Retirement plan financial advisors are offering more lower cost investment products as more switch to a fee-based compensation model, says one retirement plan specialist.
The trend is affecting small and mid-sized companies that offer retirement plans, says Mike Narkoff, senior vice president at Ascensus, one of the largest independent retirement plan service providers in the country.
The expansion of offerings that employers have to choose from is an outgrowth of the switch by advisors to fee-based, rather than commission-based, compensation models, he says.
“The migration to fee-for-service models is the most significant change we have seen in the industry and it is only in its infancy,” says Narkoff. “It is a simpler way to meet the new fee disclosure regulations and it gives the advisor the latitude to use any type of investment product because it does not affect his compensation.”

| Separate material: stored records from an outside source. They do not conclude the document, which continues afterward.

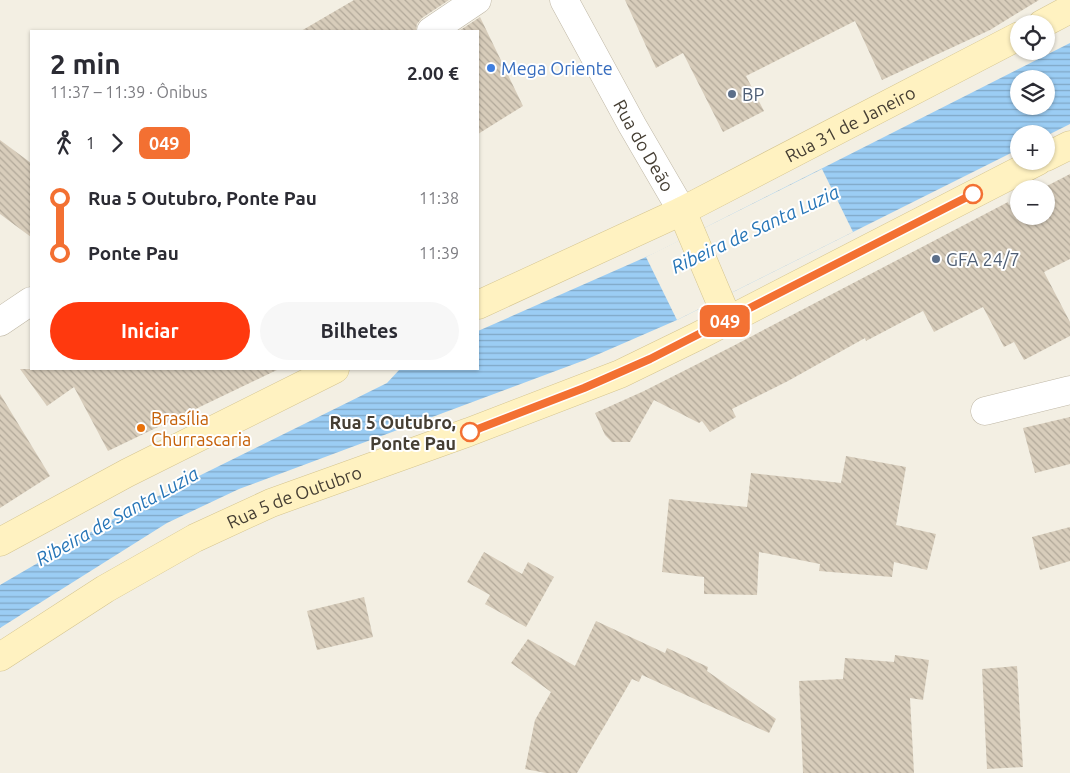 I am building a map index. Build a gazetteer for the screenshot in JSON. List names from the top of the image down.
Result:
{
  "streets": {
    "main road": ["Rua 31 de Janeiro", "Rua 5 de Outubro"],
    "street": ["Rua do Deão"]
  },
  "crossings": [
    ["Rua 31 de Janeiro", "Rua do Deão"]
  ],
  "water": ["Ribeira de Santa Luzia"],
  "places": [
    "Mega Oriente",
    "BP",
    "GFA 24/7",
    "Brasília Churrascaria",
    "Rua 5 Outubro, Ponte Pau"
  ],
  "lines": ["bus line 049"],
  "page": {
    "on_map": "049",
    "map_buttons": ["+", "−"],
    "heading": ["2 min", "11:37 – 11:39 · Ônibus", "2.00 €"],
    "legs": ["1", "049"],
    "list": [
      {
        "name": "Rua 5 Outubro, Ponte Pau",
        "value": "11:38"
      },
      {
        "name": "Ponte Pau",
        "value": "11:39"
      }
    ],
    "buttons": ["Iniciar", "Bilhetes"]
  }
}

“Advisors are gravitating to lower cost investments, which gives employees access to different types of investment products that used to only be available to large plan sponsors,” he adds.
Another trend in the retirement plan marketplace is the way the success of a plan is measured.
Instead of judging a plan by the number of participants, the success of plans is now being judged by whether the participants are on track for retirement, Narkoff says.
“Advisors are focusing on retirement readiness, income replacement and where participants are compared to their retirement goals,” Narkoff says. “The idea that advisors just plan the menu of investment options for the employer is a service model that has run its course. A good advisor does both the menu and seeing if participants are on track for retirement.”